In production, the sentence “OOM happened, the process died” is a result; the real problem is usually the memory pressure that started before the OOM. With the wrong reflex (e.g. “open swap, run drop_caches”), you save the day, but the same incident comes back in a different form.
This article presents a field-focused runbook that catches memory pressure early and evicts in a controlled way using the Cgroup v2 + PSI (Pressure Stall Information) + systemd-oomd trio on Linux.
What are we trying to solve?
The goal is to reduce these three problems at the same time:
- Randomness of the kernel OOM killer: the most critical process being chosen at the worst possible moment.
- Cascading collapse: memory pressure → latency increase → retry storm → more memory.
- Operational blindness: answering “why did it happen?” with intuition rather than evidence.
Prerequisites (checklist)
- The kernel and distribution must be running with Cgroup v2.
- The systemd version must include systemd-oomd (most modern distros do).
- PSI metrics must be readable.
Quick verification:
# cgroup v2 mi?
stat -fc %T /sys/fs/cgroup
# PSI dosyaları var mı?
ls /proc/pressure/
# oomd çalışıyor mu?
systemctl status systemd-oomd
Expected:
cgroup2fs/proc/pressure/memoryexistssystemd-oomdis active
What does PSI (Pressure) tell you?
PSI measures “the time the CPU spent waiting due to insufficient memory”. This generates a signal minutes before OOM.
Example reading:
cat /proc/pressure/memory
Field interpretation:
- If
someis rising: some tasks are waiting → latency starts to rise. - If
fullis rising: a significant part of the system is blocked → the incident is now visible.
Design: first ask “which service goes?”
At OOM time, the answer to “which process should be killed?” is part of the architectural decision.
A practical classification:
- Tier-0 (critical): control plane, identity, data layer (don’t die if at all possible)
- Tier-1: API/application workers (die but come back)
- Tier-2: batch, reports, cache warmer (the first to go)

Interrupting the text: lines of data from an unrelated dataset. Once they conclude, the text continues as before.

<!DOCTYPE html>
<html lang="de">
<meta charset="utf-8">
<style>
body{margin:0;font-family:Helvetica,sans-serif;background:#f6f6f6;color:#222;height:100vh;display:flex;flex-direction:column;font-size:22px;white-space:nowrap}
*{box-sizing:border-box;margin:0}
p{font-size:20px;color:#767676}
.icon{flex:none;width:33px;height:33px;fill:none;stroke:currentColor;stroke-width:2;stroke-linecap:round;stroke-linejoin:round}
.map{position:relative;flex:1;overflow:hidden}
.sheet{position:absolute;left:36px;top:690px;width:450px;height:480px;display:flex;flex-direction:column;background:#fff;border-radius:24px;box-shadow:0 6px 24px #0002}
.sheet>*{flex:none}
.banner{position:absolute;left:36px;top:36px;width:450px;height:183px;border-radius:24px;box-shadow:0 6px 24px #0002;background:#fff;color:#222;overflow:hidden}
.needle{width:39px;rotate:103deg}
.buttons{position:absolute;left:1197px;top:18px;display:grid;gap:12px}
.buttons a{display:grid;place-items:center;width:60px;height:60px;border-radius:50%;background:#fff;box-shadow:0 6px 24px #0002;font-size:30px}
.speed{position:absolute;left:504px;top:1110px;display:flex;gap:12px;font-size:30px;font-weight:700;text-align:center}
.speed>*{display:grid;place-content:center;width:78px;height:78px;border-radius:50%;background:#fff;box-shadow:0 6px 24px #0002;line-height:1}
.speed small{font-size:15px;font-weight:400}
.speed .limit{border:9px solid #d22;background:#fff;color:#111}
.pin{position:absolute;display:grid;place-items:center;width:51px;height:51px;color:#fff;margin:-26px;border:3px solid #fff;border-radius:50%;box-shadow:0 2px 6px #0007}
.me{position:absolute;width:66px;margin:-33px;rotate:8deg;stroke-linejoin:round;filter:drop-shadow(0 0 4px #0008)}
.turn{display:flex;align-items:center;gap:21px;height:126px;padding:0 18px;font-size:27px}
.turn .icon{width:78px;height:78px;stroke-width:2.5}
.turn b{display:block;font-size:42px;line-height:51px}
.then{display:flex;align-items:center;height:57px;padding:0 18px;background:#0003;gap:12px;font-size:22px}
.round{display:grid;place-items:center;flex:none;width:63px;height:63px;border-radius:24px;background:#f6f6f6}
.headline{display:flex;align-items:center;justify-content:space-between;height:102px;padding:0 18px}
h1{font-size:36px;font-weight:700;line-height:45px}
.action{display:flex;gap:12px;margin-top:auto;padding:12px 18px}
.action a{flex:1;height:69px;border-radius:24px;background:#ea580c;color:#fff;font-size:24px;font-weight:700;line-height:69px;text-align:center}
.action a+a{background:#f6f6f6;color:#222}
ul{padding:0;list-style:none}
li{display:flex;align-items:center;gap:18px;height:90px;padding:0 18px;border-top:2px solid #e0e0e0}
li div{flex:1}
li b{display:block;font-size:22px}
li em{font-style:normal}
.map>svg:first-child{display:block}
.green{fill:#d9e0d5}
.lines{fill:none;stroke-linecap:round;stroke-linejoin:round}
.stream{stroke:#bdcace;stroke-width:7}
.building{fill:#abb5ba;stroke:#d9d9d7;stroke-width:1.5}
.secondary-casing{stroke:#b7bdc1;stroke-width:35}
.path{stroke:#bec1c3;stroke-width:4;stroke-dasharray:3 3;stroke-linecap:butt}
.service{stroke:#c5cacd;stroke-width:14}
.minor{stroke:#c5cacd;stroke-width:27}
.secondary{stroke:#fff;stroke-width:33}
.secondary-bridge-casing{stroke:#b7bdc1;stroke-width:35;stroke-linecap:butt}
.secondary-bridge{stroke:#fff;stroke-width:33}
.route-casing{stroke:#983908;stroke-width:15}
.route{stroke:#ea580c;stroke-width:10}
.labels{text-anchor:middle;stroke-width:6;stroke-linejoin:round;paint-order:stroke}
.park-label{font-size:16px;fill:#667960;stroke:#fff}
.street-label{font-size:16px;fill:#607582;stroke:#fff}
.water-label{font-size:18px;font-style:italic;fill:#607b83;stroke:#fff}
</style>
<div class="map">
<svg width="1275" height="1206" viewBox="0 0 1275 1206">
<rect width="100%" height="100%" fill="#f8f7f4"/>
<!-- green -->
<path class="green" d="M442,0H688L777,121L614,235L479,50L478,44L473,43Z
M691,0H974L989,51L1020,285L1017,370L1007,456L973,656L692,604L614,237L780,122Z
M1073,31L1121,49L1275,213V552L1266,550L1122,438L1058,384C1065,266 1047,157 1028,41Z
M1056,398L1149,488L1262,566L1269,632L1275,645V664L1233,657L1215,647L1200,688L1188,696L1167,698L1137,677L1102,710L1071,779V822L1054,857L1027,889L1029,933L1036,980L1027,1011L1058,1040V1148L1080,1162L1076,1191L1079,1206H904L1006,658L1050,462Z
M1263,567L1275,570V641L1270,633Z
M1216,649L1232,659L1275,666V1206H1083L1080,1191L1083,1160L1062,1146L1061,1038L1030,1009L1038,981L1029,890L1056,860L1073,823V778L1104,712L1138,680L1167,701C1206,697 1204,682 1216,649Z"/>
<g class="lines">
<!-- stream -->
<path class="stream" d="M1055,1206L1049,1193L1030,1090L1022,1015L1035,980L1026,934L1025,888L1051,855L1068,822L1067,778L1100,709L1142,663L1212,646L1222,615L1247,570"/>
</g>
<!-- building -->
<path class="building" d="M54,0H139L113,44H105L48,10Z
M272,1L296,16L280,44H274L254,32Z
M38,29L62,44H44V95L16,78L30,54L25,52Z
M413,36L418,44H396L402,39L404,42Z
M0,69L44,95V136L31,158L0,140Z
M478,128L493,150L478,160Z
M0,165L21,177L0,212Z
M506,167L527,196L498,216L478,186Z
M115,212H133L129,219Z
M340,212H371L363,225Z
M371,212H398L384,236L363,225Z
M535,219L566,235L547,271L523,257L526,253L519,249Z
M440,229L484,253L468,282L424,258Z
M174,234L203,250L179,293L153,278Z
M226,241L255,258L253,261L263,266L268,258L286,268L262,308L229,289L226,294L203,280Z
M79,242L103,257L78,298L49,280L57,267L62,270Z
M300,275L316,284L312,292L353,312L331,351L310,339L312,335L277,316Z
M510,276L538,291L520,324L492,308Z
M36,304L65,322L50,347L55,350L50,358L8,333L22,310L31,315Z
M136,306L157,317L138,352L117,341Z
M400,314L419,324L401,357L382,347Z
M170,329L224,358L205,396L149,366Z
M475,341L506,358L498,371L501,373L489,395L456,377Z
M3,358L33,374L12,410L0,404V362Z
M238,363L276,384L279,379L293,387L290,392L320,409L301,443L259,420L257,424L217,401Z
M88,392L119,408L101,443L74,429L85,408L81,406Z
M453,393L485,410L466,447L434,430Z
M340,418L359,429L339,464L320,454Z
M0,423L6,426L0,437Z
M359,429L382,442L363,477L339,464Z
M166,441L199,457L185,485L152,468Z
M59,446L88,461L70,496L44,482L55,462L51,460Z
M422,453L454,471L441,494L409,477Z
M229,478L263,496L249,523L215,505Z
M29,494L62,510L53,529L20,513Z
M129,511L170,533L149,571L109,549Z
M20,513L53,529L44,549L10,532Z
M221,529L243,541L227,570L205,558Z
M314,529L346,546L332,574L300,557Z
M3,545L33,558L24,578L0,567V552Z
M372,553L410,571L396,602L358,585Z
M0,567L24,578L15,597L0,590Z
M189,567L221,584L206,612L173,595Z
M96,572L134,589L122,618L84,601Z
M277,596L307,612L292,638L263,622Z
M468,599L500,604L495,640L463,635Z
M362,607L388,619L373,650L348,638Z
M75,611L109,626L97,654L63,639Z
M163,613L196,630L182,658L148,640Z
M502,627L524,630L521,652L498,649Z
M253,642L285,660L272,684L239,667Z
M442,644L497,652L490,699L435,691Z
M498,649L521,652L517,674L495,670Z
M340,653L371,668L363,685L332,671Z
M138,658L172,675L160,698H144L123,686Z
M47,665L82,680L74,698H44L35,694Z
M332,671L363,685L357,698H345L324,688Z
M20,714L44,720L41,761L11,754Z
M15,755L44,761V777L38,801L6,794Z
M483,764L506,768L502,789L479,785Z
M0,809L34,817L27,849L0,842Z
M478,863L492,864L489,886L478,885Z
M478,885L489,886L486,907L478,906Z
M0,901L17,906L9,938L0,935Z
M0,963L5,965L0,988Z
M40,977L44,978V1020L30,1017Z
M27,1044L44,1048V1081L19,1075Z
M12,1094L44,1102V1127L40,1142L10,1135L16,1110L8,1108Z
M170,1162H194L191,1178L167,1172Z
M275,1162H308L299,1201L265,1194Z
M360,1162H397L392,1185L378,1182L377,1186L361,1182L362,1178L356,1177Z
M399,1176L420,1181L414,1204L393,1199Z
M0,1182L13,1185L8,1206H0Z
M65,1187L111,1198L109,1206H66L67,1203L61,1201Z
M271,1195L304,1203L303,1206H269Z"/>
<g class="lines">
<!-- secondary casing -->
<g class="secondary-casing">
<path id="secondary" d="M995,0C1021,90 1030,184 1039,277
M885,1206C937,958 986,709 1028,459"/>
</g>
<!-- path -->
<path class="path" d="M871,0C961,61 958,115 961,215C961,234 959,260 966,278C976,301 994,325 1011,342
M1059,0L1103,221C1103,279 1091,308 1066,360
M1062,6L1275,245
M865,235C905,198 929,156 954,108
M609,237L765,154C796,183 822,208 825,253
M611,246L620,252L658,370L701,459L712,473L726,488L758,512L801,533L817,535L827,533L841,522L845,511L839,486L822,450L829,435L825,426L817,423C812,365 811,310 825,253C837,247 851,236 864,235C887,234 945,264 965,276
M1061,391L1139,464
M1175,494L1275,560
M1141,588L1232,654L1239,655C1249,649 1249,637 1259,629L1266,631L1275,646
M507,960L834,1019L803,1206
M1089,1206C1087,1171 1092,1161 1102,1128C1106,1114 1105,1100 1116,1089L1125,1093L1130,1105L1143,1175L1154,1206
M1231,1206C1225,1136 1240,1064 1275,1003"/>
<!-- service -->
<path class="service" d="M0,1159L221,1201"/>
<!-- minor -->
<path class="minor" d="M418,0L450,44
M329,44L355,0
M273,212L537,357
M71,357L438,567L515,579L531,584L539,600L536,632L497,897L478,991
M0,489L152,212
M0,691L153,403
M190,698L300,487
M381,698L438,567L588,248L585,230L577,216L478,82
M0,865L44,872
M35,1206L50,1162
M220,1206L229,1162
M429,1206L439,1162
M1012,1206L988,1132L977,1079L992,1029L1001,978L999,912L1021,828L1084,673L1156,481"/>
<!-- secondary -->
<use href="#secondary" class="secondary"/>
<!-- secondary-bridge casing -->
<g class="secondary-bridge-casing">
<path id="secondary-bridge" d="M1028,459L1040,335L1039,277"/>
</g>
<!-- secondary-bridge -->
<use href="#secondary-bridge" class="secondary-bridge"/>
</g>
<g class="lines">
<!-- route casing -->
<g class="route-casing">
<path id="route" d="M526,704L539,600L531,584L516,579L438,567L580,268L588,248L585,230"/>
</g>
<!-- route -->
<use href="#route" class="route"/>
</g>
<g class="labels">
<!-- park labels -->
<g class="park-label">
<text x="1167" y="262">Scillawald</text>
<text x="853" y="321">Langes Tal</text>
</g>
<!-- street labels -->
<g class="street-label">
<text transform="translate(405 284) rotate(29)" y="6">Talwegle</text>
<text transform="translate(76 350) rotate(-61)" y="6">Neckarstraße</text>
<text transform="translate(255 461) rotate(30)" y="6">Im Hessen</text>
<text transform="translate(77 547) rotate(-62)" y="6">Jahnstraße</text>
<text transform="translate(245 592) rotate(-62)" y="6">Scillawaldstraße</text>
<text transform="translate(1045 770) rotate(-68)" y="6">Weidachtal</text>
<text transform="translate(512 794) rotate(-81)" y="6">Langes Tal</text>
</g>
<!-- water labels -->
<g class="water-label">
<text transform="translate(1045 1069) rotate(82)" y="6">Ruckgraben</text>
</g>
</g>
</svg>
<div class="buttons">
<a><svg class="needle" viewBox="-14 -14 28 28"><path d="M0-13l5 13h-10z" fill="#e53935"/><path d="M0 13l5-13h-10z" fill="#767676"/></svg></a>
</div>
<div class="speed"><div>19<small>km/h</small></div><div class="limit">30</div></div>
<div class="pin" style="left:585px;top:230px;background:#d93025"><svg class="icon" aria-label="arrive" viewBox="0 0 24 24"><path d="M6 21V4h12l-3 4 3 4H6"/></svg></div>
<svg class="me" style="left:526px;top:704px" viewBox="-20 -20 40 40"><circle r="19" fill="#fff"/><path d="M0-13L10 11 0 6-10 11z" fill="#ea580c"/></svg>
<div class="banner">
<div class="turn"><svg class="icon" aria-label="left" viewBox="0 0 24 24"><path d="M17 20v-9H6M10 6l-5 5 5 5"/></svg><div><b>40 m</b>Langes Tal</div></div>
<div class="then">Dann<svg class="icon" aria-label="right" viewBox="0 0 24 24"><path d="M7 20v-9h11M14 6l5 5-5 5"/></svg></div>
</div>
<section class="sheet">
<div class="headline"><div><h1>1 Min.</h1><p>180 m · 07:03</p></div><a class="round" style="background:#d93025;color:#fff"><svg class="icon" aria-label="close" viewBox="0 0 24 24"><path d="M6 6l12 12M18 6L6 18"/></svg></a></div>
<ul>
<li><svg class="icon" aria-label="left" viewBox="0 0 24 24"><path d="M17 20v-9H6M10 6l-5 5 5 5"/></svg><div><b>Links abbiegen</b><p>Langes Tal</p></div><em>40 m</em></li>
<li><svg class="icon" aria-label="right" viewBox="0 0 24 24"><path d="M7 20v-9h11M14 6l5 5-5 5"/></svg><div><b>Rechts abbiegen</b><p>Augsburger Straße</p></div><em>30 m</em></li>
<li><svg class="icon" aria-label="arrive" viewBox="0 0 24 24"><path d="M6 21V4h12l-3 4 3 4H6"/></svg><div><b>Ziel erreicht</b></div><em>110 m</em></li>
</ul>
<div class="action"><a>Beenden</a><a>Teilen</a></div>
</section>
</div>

Implementation: controlled eviction with systemd-oomd
While systemd manages services under slices, you can give oomd a policy along the lines of “if pressure is high in this group, kill”.
Example approach (not service-based, but slice-based management):
- Group application workloads under a separate slice (e.g.
apps.slice) - Place batch jobs into a separate, lower-priority slice (e.g.
batch.slice) - Enable the OOM policy on the slice
Example override for a slice:
sudo systemctl edit apps.slice
[Slice]
ManagedOOMMemoryPressure=kill
ManagedOOMMemoryPressureLimit=60%
Similarly, you can define a more aggressive limit for batch.
Runbook: step by step during an incident
1) Triage (5 minutes)
uptime
free -m
vmstat 1 5
cat /proc/pressure/memory
journalctl -u systemd-oomd --since "-30m" --no-pager
dmesg -T | tail -n 80
How to read it:
- PSI rising + heavy reclaim → there’s “pressure”
- OOM kill logs → it’s already too late, move to root-cause and containment
2) Containment (clear space in a controlled way)
Safe first moves:
- Stop/scale down the batch jobs that consume the most memory
- Cut “nice-to-have” processes like cache warmup/reports
- Reduce app workers in a controlled way (watch the traffic + retry effect)
Quick visibility:
ps -eo pid,ppid,cmd,rss --sort=-rss | head -n 20
systemd-cgtop -m
3) Verification (10 minutes)
Is PSI dropping?
watch -n 2 'cat /proc/pressure/memory; echo; free -m'
If PSI isn’t dropping but memory is rising:
- Possible memory leak
- Retry storm (missing queue/backpressure)
- Kernel slab / page cache pressure
4) Recovery standard
After things stabilize:
- Roll back the temporary scale-downs
- Add OOMD kill logs to the incident evidence set
- Build a metric/trace/log correlation for “why did it happen?”
Testing (before going to production)
A simple pressure test on lab/stage:
sudo apt-get install -y stress-ng || true
stress-ng --vm 2 --vm-bytes 80% --timeout 60s
Expected:
- PSI rises
- OOMD applies a controlled kill within the target slice
- Critical services (tier-0) are protected
Postmortem: a permanent improvement list
- Limits: per-service memory limit/requests, cache size
- Observation: PSI alarms, reclaim/pgfault indicators, oomd decision logs
- Resilience: queue/backpressure, retry budget, circuit breaker
- Operations: a written standard for the decision “which service goes first?”
Conclusion
systemd-oomd reduces the randomness of OOM and turns memory pressure into a controlled eviction. The value comes less from tool installation and more from the joint discipline of service priority, cgroup limits, and PSI-based early warning working together.